A couple of things seemed a little too pat; maybe they're footnoted in the book version, but my eyebrows went up.
  • I had no idea that European farmers were such lazy people* (I'm paraphrasing) in medieval times, especially in comparison to Asian rice farmers. I thought Piers Plowman and company worked pretty hard, but according to Gladwell they worked only until noon in the spring and fall and then sat around all summer. Life after noon was just hanging out waiting for the next kermess or for harvest, whichever came first. This doesn't sound like the farmers I've known or read about, who work very hard indeed, but maybe I'm missing something.
  • Annnnd--human hibernation.
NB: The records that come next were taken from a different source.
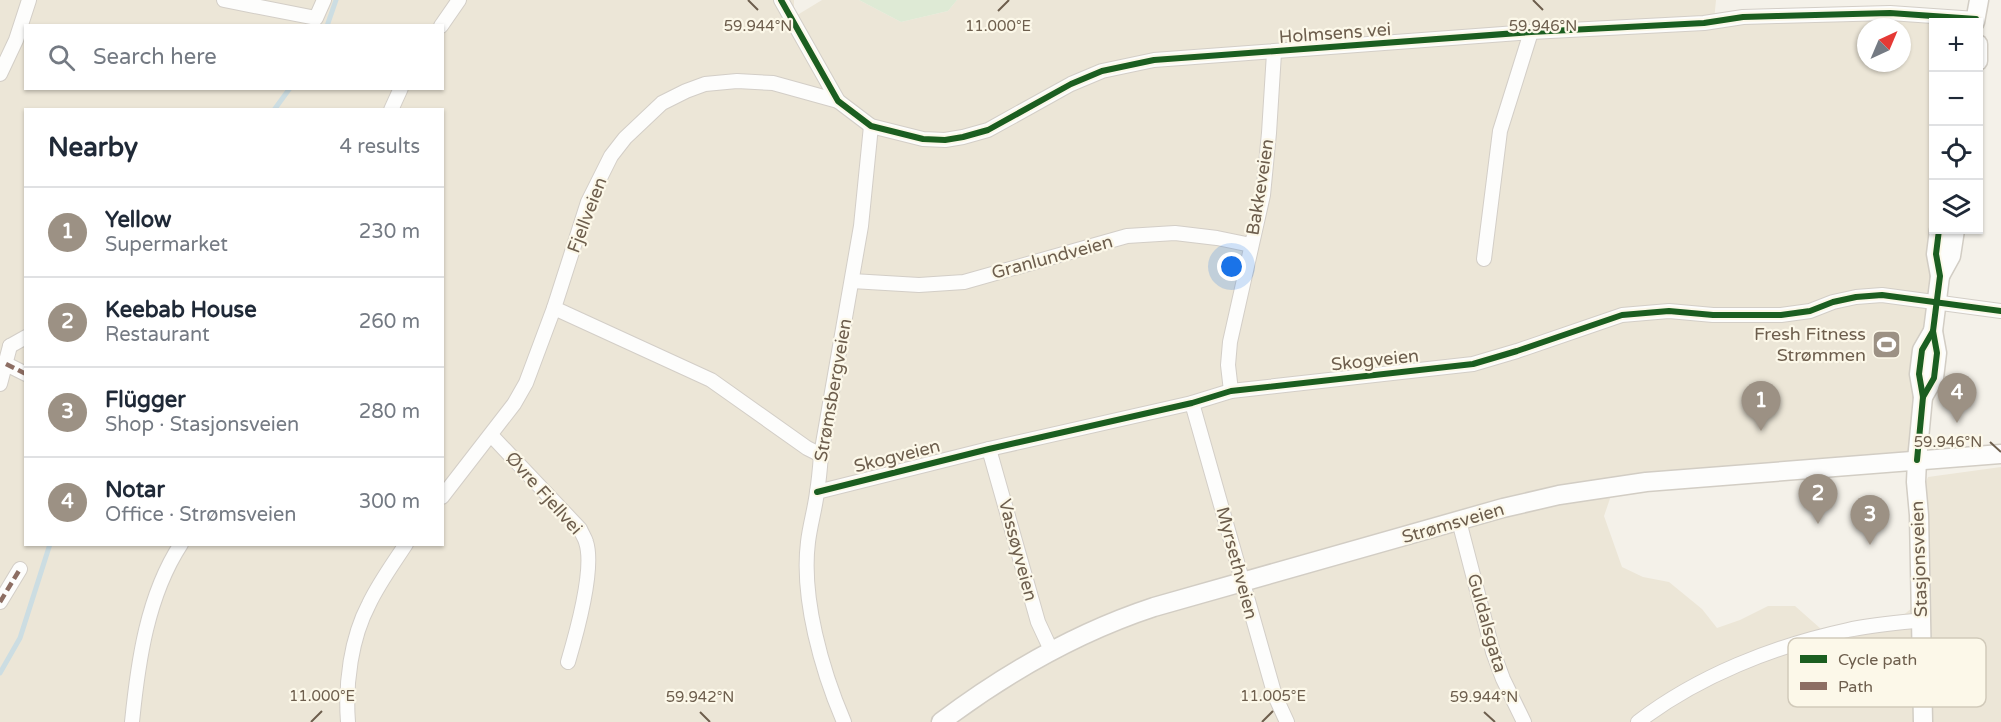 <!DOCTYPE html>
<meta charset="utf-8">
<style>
:root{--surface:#fff;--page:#f6f6f7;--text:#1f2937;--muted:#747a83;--line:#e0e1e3;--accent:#9c9184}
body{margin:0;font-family:"Varela Round",sans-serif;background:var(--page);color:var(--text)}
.controls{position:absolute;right:18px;top:18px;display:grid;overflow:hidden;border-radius:0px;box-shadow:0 2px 4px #0004}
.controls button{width:54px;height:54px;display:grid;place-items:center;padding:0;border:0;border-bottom:2px solid var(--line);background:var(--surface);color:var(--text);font:30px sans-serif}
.compass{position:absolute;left:1857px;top:18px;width:54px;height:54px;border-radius:50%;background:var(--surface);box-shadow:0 2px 4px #0004;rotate:44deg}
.you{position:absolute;left:1232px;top:267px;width:21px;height:21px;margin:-15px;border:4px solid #fff;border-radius:50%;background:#1a73e8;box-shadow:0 0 0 9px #1a73e833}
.badge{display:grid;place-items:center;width:39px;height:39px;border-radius:50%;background:var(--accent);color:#fff;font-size:20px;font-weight:700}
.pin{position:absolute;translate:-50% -50px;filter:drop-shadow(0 2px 3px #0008)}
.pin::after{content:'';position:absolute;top:32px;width:21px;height:18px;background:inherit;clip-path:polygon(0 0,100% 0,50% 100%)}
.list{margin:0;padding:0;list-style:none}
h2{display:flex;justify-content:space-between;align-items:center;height:78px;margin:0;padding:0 24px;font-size:26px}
h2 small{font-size:20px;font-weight:400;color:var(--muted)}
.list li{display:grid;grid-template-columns:39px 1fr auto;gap:18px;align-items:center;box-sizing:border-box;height:90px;padding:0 24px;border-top:2px solid var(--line)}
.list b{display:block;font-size:22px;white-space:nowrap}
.list p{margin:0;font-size:20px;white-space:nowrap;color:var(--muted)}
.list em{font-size:20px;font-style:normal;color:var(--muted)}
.icon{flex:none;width:33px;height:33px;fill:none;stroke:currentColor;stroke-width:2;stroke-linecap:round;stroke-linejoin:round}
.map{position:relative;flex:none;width:2001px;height:722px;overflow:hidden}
.search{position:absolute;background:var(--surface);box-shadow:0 2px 4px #0004;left:24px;top:24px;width:420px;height:66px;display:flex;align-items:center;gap:15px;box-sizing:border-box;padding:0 21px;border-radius:0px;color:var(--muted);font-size:22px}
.panel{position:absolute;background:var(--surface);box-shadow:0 2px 4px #0004;left:24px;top:108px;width:420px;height:438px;border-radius:0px}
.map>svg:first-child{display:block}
.residential{fill:#ece6d7;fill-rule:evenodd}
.green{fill:#deead5}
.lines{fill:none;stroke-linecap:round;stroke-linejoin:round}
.stream{stroke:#ccdde2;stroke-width:5}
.minor-casing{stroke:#d3cec7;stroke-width:16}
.secondary-casing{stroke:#d2cdc4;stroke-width:21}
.minor{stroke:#fdfdfc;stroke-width:14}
.secondary{stroke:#fdfdfc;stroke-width:18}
.quiet{stroke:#8d6e63;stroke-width:4.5;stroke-dasharray:9 4.5;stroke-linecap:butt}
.cycleway-casing{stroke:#fcf8e9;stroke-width:10}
.cycleway{stroke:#1b5e20;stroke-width:6}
.ticks{fill:none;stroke:#6d5e4d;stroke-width:2}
.labels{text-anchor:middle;stroke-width:4.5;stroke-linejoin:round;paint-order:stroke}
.street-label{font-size:18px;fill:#6d5e4d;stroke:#fcf8e9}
.poi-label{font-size:18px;fill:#6d5e4d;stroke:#fcf8e9;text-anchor:end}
.key{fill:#fcf8e9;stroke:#d1caba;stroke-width:1.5}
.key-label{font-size:16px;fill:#6d5e4d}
.ticks-label{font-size:15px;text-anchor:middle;fill:#6d5e4d;stroke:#fcf8e9;stroke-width:4.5;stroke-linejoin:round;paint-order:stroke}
</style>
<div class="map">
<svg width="2001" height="722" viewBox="0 0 2001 722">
<rect width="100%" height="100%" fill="#f4f1e9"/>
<path class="residential" d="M0 0H794V17L822 0H859L901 22 948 11 957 0H1716L1714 21 1950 20 1934 22V230L1922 456 1615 484 1604 516 1622 567 1643 577 1669 582 1702 609 1717 628 1740 620 1768 606H1795L1821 629 1840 628 1901 617 1918 603 1919 499 1928 477 2001 467V722H0ZM26 26H442V88H26ZM1866 27H1902V63H1866ZM26 110H442V544H26Z"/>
<path class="green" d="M859 0H957L948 11 901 22Z"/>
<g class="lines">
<g class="stream">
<path d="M327 26 336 0"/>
<path d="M274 110 290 88"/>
<path d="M0 673 20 638 50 544"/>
</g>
<defs>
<g id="minor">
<path d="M224 0 316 18 324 0"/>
<path d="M781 0 838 101 871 126 923 139 945 140 963 137 988 130 1071 84 1102 71 1154 60 1531 32 1704 23 1743 17 1777 16 1890 13 1976 19"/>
<path d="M441 26 459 0"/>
<path d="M0 74 16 40 29 0"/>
<path d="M391 110 401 88"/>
<path d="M1484 259 1500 131 1531 32"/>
<path d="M852 281 919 285 964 282 1127 236 1175 233 1217 238 1251 245"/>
<path d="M554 308 711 380 807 448 821 455"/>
<path d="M10 346 26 337"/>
<path d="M6 364 26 374"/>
<path d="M0 384 10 346"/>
<path d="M1231 391 1228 365 1230 342 1263 195 1269 133 1274 53"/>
<path d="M1192 403 1275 696 1287 722"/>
<path d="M491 435 580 529C582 534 585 538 586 542 595 569 576 635 568 662"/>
<path d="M989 449 1038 622 1051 650"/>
<path d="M817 492 989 449 1192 403 1231 391 1473 364 1517 351 1622 315 1669 311 1713 315H1781L1810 311 1833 302 1856 297 1882 295 2001 311"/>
<path d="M442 497 514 404 526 383 554 308 588 202 611 156 625 138 662 103 686 91 705 84 737 81 773 83 838 101"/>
<path d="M1459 521 1493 652 1503 679 1524 722"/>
<path d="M0 602 20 569"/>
<path d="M132 722C138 662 147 596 181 544"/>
<path d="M348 722C345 684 351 638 369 604 379 583 393 564 406 544"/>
<path d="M844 722C822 671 801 598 808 542 810 525 815 509 817 492 819 480 820 468 821 455L861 226 871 126"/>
<path d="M1638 722C1698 676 1774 646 1848 630 1872 625 1897 623 1922 620"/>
</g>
<g id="secondary">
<path d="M1975 22 1979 0"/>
<path d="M1978 44V61"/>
<path d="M1940 276 1951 256 1955 230"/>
<path d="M1923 397 1934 378 1937 353 1933 331 1940 276 1936 254 1939 230"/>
<path d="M941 722C1006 673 1075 633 1154 607L1503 508 1559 495 1646 482 2001 454"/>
<path d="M1923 722 1919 515 1916 482 1917 460 1923 397 1919 374 1922 350 1933 331"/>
</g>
</defs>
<use href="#minor" class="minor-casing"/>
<use href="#secondary" class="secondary-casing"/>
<use href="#minor" class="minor"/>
<use href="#secondary" class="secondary"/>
<g class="quiet">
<path d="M6 364 26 374"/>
<path d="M0 602 20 569"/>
</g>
<defs>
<g id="cycleway">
<path d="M781 0 838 101 871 126 923 139 945 140 963 137 988 130 1071 84 1102 71 1154 60 1531 32 1704 23 1743 17 1777 16 1890 13 1976 19"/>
<path d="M1923 397 1934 378 1937 353 1933 331 1940 276 1936 254 1939 230"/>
<path d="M1917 460 1923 397 1919 374 1922 350 1933 331"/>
<path d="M817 492 989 449 1192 403 1231 391 1473 364 1517 351 1622 315 1669 311 1713 315H1781L1810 311 1833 302 1856 297 1882 295 2001 311"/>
</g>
</defs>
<use href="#cycleway" class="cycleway-casing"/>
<use href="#cycleway" class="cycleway"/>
</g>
<path class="ticks" d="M748 0 758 10M1533 0 1543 10M998 11 1009 0M1990 442 2001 452M700 712 710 722M1484 712 1495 722M311 722 322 711M1262 722 1273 711"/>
<defs>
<symbol id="stadium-square" viewBox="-11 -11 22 22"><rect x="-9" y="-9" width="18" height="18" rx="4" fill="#9c9184" stroke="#fcf8e9"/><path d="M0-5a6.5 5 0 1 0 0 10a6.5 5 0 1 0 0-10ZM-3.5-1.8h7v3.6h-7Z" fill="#fff"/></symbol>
</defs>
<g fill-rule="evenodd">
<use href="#stadium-square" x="1870" y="328" width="33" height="33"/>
</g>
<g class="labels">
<g class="street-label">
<text transform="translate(1335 33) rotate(-4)" y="6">Holmsens vei</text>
<text transform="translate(1260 187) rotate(-81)" y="6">Bakkeveien</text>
<text transform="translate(587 215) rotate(-69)" y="6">Fjellveien</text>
<text transform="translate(1052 257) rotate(-15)" y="6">Granlundveien</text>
<text transform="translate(1375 360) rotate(-6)" y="6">Skogveien</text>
<text transform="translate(833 390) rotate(-80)" y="6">Strømsbergveien</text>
<text transform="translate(897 456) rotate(-14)" y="6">Skogveien</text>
<text transform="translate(544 493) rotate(48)" y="6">Øvre Fjellvei</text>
<text transform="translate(1453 523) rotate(-16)" y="6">Strømsveien</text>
<text transform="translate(1018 550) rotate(75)" y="6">Vassøyveien</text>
<text transform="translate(1919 559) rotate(-92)" y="6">Stasjonsveien</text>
<text transform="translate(1237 563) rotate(75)" y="6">Myrsethveien</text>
<text transform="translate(1487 623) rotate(74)" y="6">Guldalsgata</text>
</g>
<g class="poi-label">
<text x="1866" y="340">Fresh Fitness<tspan x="1866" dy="21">Strømmen</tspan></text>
</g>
</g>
<rect x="1788" y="638" width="198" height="69" rx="9" class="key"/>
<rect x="1800" y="655" width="27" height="8" fill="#1b5e20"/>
<rect x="1800" y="682" width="27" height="8" fill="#8d6e63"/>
<g class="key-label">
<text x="1838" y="665">Cycle path</text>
<text x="1838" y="692">Path</text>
</g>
<g class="ticks-label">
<text x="758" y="31">59.944°N</text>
<text x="1543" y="31">59.946°N</text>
<text x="998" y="31">11.000°E</text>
<text x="1948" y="447">59.946°N</text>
<text x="322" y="701">11.000°E</text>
<text x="1273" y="701">11.005°E</text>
<text x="700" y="702">59.942°N</text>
<text x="1484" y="702">59.944°N</text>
</g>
</svg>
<div class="controls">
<button>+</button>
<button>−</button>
<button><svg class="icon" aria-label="locate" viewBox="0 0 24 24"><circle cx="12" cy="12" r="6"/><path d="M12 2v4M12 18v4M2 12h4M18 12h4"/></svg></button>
<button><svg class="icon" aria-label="layers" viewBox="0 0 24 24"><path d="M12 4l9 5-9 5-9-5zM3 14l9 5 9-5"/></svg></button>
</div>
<svg class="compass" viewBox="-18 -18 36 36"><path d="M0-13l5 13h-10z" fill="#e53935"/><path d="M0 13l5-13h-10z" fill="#747a83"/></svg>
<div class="you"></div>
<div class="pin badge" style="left:1761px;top:431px">1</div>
<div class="pin badge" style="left:1818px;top:524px">2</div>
<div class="pin badge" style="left:1870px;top:545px">3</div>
<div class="pin badge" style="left:1957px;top:423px">4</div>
<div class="search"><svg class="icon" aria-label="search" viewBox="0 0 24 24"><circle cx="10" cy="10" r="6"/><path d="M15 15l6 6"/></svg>Search here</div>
<section class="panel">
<h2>Nearby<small>4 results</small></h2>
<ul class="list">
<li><span class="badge">1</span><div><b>Yellow</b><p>Supermarket</p></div><em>230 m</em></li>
<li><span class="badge">2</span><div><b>Keebab House</b><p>Restaurant</p></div><em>260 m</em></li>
<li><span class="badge">3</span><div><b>Flügger</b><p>Shop · Stasjonsveien</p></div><em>280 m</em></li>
<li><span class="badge">4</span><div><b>Notar</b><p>Office · Strømsveien</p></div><em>300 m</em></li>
</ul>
</section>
</div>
Gladwell accepts uncritically the accounts of travelers who said that the French peasants and the Russians went to sleep after the first frost; he even quotes the same accounts that I had posted about previously. "They deliberately weakened themselves so as not to use up too much food or energy," snuggling together spoon fashion to keep warm and sleeping all the time. So I ask again:
  • If this is true, how did they get their strength back in time for spring planting?
  • Who took care of the animals, if they slept all the time?
  • Cooking anything, and making bread especially, is a muscle-intensive activity, as the bakers among you know. Assuming that the hibernation cases ate, what did they eat? Who nursed the children? Or was it just the men who slept while Gretchen and Matilda kept the pot stirring? And how did they get the two-year-olds down for a six months' nap, when any toddler worth her salt won't sleep for two hours without a fight?
  • Now that we've mentioned toddlers, what about the conventional wisdom that more babies are born in August, September, and October than in other months? Was this not true in medieval times?


[*Edited because I felt like it.]

OT: Obama and Fred and Ginger

President Obama, Inaugural Address: "Starting today, we must pick ourselves up, dust ourselves off, and begin again the work of remaking."

I knew that our new president had echoed Thomas Paine and Lincoln, but Fred and Ginger? Nice.